Electric fields play a role each time something is to be transmitted purely electrically without a line connection, excluding radio links this time. This is e.g. the case with the old CRT television, where electrons are generated on the opposite side of the screen from where they are directed distractedly onto it, so fast that our eyes perceive the resulting dots as a complete picture.

We mainly need electric fields when operating electric motors without brushes and with inductive charging. Especially with the former, the force exerted by a package of lines hardly enough. It has to be reinforced by special materials. In order to be able to describe better the required material properties, we should, for example, to metal to be magnetized envision as composed of smallest single magnets.

Physics describes this as a 'system of two oppositely equal point charges' *, also called dipoles. So if we want to use a common screwdriver to take a screw out of a sinkhole, where perhaps an existing magnetic rod with a rectangular cross section can not get it, then it is sufficient to let the bar magnet slowly slide over the metallic part of the screwdriver in one direction and it will become magnetic.

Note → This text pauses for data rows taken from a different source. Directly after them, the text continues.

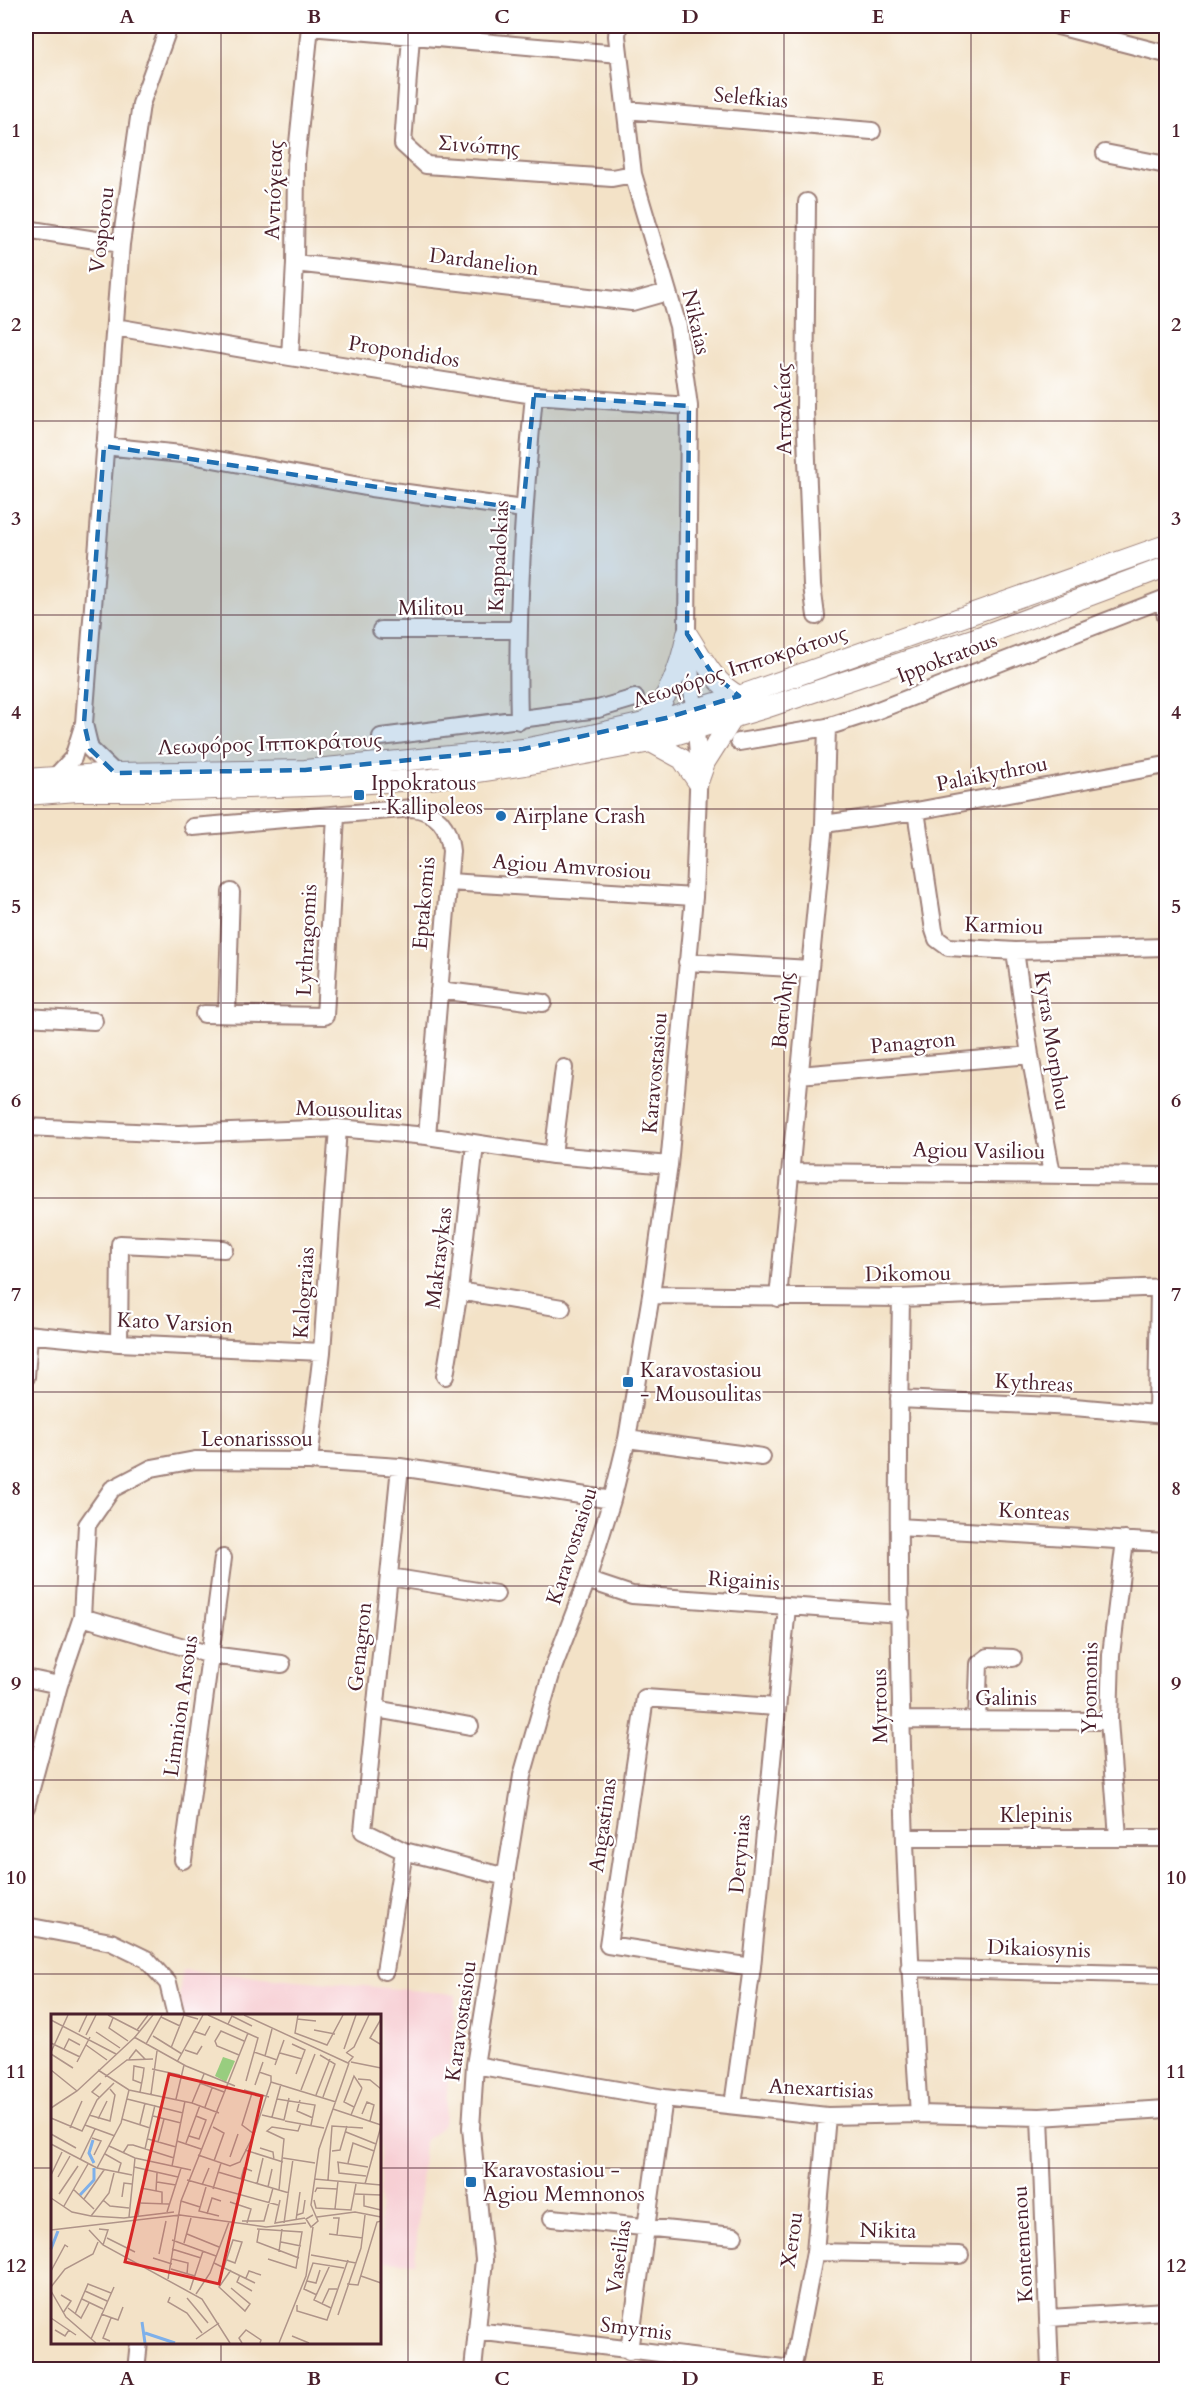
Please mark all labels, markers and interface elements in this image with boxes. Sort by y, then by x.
text: A [119,3,135,30]
text: B [307,3,321,30]
text: C [494,3,510,30]
text: D [681,3,699,30]
text: E [872,3,884,30]
text: F [1059,3,1071,30]
street label: Selefkias [713,80,789,116]
text: 1 [11,117,21,144]
text: 1 [1171,117,1181,144]
street label: Σινώπης [437,129,521,163]
street label: Αντιόχειας [258,140,290,240]
street label: Vosporou [82,185,122,275]
street label: Dardanelion [428,241,540,283]
street label: Nikaias [674,287,718,357]
text: 2 [11,311,21,338]
text: 2 [1171,311,1181,338]
street label: Propondidos [346,329,462,375]
street label: Ατταλείας [769,363,799,455]
street label: Kappadokias [482,499,516,613]
text: 3 [11,505,21,532]
text: 3 [1171,505,1181,532]
street label: Militou [398,594,464,623]
street label: Λεωφόρος Ιπποκράτους [629,618,851,716]
street label: Ippokratous [893,626,1001,690]
text: 4 [11,699,21,726]
text: 4 [1171,699,1181,726]
street label: Λεωφόρος Ιπποκράτους [157,726,383,762]
street label: Palaikythrou [934,749,1050,799]
place label: Ippokratous - Kallipoleos [371,769,483,822]
marker: Ippokratous - Kallipoleos [352,788,366,802]
place label: Airplane Crash [513,802,646,831]
marker: Airplane Crash [494,809,508,823]
street label: Agiou Amvrosiou [492,847,652,887]
street label: Eptakomis [405,855,443,951]
street label: Lythragomis [290,883,324,997]
text: 5 [11,893,21,920]
text: 5 [1171,893,1181,920]
street label: Karmiou [964,910,1044,942]
street label: Kyras Morphou [1027,969,1077,1113]
street label: Βατυλης [765,970,801,1050]
street label: Karavostasiou [635,1011,675,1135]
street label: Panagron [869,1025,957,1061]
text: 6 [11,1087,21,1114]
text: 6 [1171,1087,1181,1114]
street label: Mousoulitas [295,1094,403,1126]
street label: Agiou Vasiliou [912,1135,1046,1167]
street label: Makrasykas [418,1205,460,1311]
street label: Kalograias [286,1246,322,1340]
street label: Dikomou [865,1259,951,1289]
text: 7 [11,1281,21,1308]
text: 7 [1171,1281,1181,1308]
street label: Kato Varsion [116,1305,234,1341]
place label: Karavostasiou - Mousoulitas [640,1356,762,1409]
street label: Kythreas [994,1366,1074,1400]
marker: Karavostasiou - Mousoulitas [621,1375,635,1389]
street label: Leonarisssou [201,1425,313,1454]
text: 8 [11,1475,21,1502]
text: 8 [1171,1475,1181,1502]
street label: Karavostasiou [539,1484,605,1608]
street label: Konteas [998,1496,1070,1528]
street label: Rigainis [707,1564,781,1598]
street label: Genagron [341,1601,379,1693]
street label: Limnion Arsous [157,1633,205,1779]
street label: Ypomonis [1075,1642,1105,1734]
street label: Myrtous [865,1668,895,1744]
text: 9 [11,1670,21,1697]
text: 9 [1171,1670,1181,1697]
street label: Galinis [975,1684,1037,1713]
street label: Angastinas [582,1776,624,1874]
street label: Klepinis [1000,1801,1072,1830]
street label: Derynias [722,1813,758,1895]
text: 10 [6,1864,26,1891]
text: 10 [1166,1864,1186,1891]
street label: Dikaiosynis [987,1933,1091,1965]
street label: Karavostasiou [438,1959,484,2083]
inset map [51,2014,381,2344]
text: 11 [6,2058,26,2085]
text: 11 [1166,2058,1186,2085]
street label: Anexartisias [768,2072,874,2106]
place label: Karavostasiou - Agiou Memnonos [483,2156,645,2209]
marker: Karavostasiou - Agiou Memnonos [464,2175,478,2189]
street label: Kontemenou [1005,2185,1041,2303]
street label: Xerou [774,2210,810,2270]
street label: Nikita [859,2216,917,2246]
street label: Vaseilias [599,2218,639,2296]
text: 12 [6,2252,26,2279]
text: 12 [1166,2252,1186,2279]
street label: Smyrnis [599,2310,673,2348]
text: A [119,2365,135,2392]
text: B [307,2365,321,2392]
text: C [494,2365,510,2392]
text: D [681,2365,699,2392]
text: E [872,2365,884,2392]
text: F [1059,2365,1071,2392]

Magnetism arises when arranging the dipoles in a material. But now there are materials that are a bit simpler than others. In electric engines, those are required which are particularly fast. The shape of the material to be magnetized also plays a role. You may have heard of or dismantled so-called 'transformer sheets'. These are sheets of soft iron that, when placed on top of each other, allow for a fairly flexible alignment of dipoles.